Re-build Summary Lineage for Selected Source Code
This option allows the user to rebuild the Summary Lineage only for the selected source code. It updates the simplified data flow view for the selected source without affecting other sources in the instance. This option applies only to reporting and ETL connectors.
Re-build Summary Lineage for All Source Code
This option rebuilds the Summary Lineage for all available source codes in the instance. It refreshes the simplified data flow view across every source, ensuring that the Summary Lineage reflects the latest available information. This option applies only to reporting and ETL connectors.
Query Log Settings
Data crawling can be achieved in two ways: through the crawler and via the query log. Queries play a crucial role in building data lineage and relationships.
With Query Log Settings, They can select the query type and the lookback period. However, the query text is predetermined based on the connector, although users can customize it to meet their specific requirements. Additionally, users can specify the schema from which they want to retrieve the query and exclude specific users. The objective of query log settings is to retrieve the query from the data source, process the queries, and create data lineage for (INSERT) for the specified duration.
Various options to configure query log settings include
Query
Displays the queries that are used to retrieve the Query Logs from the schema
Look back Period
This feature allows users to retrieve queries that were processed in the datasource a certain number of days ago. For example, the lookback period can be set to 1 day, two days, or more. The maximum Look back period is seven days.
Include Query Type
Users can include query types such as Select, Insert, Update, and Delete
Exclude Users
In the Query Logs, users have the option to exclude unnecessary users. If a username is specified in the excluded user field, the query log for queries executed by that particular user is excluded from retrieval.
Schema
The user has the option to select a specific schema to apply query log settings. If a user leaves this blank, it will fetch the query log based on all the schema available for that database connection.
Export Source Code to File
In certain instances, the parsing of the source code fails, and the lineage is not built. OvalEdge allows users to export selected source codes in a .zip format (password-protected for security). A click starts a job submission, and the file is quickly downloaded. Share this file with the analysis team for further processing, research, and curation in the dedicated lab environment.

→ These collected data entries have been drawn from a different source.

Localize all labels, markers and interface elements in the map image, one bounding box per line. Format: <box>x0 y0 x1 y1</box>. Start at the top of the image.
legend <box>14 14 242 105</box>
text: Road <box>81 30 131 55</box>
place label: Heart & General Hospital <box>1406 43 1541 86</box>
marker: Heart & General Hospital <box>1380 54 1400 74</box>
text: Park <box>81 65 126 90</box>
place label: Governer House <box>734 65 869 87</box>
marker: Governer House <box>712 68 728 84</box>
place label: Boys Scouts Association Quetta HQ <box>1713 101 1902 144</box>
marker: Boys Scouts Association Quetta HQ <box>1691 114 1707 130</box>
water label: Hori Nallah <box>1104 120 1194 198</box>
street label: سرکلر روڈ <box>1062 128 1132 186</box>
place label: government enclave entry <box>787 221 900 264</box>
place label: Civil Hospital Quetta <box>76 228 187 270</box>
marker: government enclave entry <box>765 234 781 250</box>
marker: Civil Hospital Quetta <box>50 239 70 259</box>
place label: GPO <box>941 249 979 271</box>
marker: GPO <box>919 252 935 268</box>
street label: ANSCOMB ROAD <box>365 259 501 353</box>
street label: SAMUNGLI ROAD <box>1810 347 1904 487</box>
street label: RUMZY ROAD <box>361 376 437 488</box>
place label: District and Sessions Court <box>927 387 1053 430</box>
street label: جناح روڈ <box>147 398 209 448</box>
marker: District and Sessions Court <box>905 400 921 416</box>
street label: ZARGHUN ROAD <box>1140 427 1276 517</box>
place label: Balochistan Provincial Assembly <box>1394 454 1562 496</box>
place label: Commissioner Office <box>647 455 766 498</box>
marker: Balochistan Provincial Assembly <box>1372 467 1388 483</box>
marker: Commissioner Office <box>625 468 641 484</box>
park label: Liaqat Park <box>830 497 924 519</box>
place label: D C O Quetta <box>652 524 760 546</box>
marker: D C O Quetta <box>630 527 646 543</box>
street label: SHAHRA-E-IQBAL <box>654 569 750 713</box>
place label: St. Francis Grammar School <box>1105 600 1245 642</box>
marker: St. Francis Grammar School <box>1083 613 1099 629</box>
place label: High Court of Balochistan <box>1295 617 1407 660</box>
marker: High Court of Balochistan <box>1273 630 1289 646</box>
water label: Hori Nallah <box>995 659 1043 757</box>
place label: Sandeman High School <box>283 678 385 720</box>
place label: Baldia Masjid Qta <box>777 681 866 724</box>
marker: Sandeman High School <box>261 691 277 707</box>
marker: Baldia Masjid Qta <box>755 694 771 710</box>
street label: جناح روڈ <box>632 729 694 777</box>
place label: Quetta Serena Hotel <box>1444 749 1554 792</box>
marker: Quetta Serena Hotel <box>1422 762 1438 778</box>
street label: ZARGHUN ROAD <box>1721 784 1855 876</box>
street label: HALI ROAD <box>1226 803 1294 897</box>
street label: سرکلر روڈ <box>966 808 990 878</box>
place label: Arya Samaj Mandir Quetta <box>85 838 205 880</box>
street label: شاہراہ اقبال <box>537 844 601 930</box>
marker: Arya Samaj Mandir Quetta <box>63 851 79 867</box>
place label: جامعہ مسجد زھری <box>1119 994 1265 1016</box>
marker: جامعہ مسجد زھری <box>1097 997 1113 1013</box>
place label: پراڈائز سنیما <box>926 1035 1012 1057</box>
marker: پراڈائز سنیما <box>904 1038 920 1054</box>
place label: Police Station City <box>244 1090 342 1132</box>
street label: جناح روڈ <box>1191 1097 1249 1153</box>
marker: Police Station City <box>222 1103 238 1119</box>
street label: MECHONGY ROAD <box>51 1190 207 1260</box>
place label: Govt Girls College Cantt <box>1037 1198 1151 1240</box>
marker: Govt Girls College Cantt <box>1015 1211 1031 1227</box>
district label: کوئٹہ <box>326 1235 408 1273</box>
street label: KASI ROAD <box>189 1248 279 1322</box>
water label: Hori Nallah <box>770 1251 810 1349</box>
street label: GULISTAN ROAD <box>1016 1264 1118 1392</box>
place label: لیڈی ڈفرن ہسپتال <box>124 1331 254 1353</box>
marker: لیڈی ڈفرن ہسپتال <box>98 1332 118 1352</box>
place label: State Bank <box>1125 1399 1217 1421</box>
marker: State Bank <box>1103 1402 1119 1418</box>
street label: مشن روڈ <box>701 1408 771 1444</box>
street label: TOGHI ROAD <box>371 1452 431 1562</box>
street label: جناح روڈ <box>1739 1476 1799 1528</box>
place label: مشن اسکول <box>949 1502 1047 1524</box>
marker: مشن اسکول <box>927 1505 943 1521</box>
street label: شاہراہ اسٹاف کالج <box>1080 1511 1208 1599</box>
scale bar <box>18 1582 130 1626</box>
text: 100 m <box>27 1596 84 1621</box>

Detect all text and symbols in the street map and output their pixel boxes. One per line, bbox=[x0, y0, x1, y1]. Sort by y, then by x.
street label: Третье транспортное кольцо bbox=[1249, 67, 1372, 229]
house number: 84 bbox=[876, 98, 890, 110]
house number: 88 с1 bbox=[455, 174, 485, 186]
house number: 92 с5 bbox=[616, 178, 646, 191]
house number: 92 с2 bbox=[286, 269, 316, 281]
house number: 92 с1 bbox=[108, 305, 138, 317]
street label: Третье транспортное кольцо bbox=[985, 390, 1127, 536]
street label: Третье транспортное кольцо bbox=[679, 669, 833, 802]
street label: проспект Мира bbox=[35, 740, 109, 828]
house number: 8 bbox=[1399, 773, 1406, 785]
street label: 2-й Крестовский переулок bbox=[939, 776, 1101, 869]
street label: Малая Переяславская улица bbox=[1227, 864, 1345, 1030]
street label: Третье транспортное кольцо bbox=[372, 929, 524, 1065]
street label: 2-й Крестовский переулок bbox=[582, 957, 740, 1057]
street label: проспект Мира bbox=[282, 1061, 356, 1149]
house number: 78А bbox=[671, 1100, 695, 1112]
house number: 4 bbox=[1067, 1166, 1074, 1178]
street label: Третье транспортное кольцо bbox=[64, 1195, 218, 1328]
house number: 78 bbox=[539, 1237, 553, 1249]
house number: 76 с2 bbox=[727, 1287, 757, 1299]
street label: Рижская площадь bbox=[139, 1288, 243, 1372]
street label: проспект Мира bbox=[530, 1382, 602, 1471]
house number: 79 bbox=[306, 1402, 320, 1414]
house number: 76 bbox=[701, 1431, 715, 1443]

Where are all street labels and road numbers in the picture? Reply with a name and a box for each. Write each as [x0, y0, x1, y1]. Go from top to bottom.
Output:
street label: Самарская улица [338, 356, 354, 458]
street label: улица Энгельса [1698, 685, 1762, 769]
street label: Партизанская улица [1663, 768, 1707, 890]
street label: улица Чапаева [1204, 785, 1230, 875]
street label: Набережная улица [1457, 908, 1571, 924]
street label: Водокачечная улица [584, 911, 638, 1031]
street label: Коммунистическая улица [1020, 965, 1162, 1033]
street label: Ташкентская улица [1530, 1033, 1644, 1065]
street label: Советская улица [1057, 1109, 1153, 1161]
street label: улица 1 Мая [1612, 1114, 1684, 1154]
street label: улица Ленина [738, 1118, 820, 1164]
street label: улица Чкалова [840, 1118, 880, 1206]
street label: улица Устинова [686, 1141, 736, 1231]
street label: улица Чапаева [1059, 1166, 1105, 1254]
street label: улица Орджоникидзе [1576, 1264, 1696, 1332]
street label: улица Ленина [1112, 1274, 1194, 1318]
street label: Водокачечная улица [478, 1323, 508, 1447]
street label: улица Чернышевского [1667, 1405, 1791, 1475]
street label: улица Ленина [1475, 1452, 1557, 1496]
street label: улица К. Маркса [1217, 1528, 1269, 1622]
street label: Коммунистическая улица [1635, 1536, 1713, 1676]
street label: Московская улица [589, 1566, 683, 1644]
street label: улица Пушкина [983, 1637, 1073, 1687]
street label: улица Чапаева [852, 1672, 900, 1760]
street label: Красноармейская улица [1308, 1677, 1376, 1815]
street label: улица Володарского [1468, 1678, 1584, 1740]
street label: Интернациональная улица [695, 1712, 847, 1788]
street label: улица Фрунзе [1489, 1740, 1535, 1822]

Import Source Code from File
Import source code allows the user to import the corrected source code in JSON format to build the lineage. It usually works under the export functionality, and the user uploads the JSON file from the dedicated lab environment.
Viewing Source Codes
It allows users to access important information for each query on the "Build Auto Lineage" page after they submit and execute a job. This feature gives users detailed insights into creating their data lineage. Here's a close look at the key information for each query.
Schema Name: This field shows the code schema in the connector. It helps understand the code's structure and context, ensuring clarity in the data lineage.
Code Name: The "Code Name" section shows the name of the code. This helps users identify and refer to the code in their lineage quickly.
Lineage Status: Lineage Status" indicates the data lineage progress. It shows the current status of the query in the application. Various statuses are used to communicate the query's progress, making the lineage creation process transparent and clear. The statuses include:
SUCCESS_LINEAGE_BUILD
100%
YES
Real Table
SUCCESS_WITH_TEMP
100%
YES
Temp Table
SUCCESS_LINEAGE_DOES_NOT_EXIST
100%
NO
–
SUCCESS_LINEAGE_FIXED
100%
YES
Real Table
SUCCESS_LINEAGE_PARTIALLY_BUILD
<100%
YES
Real Table
SUCCESS_LINEAGE_PARTIALLY_BUILDWITH_TEMP
<100%
YES
Real Table + Temp Table
PARSE_FAILED
FAILED
–
–
FAILED_UNSUPPORTED_QUERY
FAILED
–
–
SUCCESS_LINEAGE_BUILD_WITH_OvalEdgeLAB
100%
YES
Real Table
SUCCESS_MANUALLY_BUILD_WITH_OvalEdgeLAB
100%
YES
Real Table
SUCCESS_NO LINEAGE BUT ASSOCIATION
100%
NO
-
Correct Query
OvalEdge helps users fix issues with the "Correct Query" option. Author users with Metawrite permission can see the query by clicking the ‘Eye’ icon or correct the query by clicking the tick mark. This is useful for addressing parsing problems or improving the success of the lineage creation process.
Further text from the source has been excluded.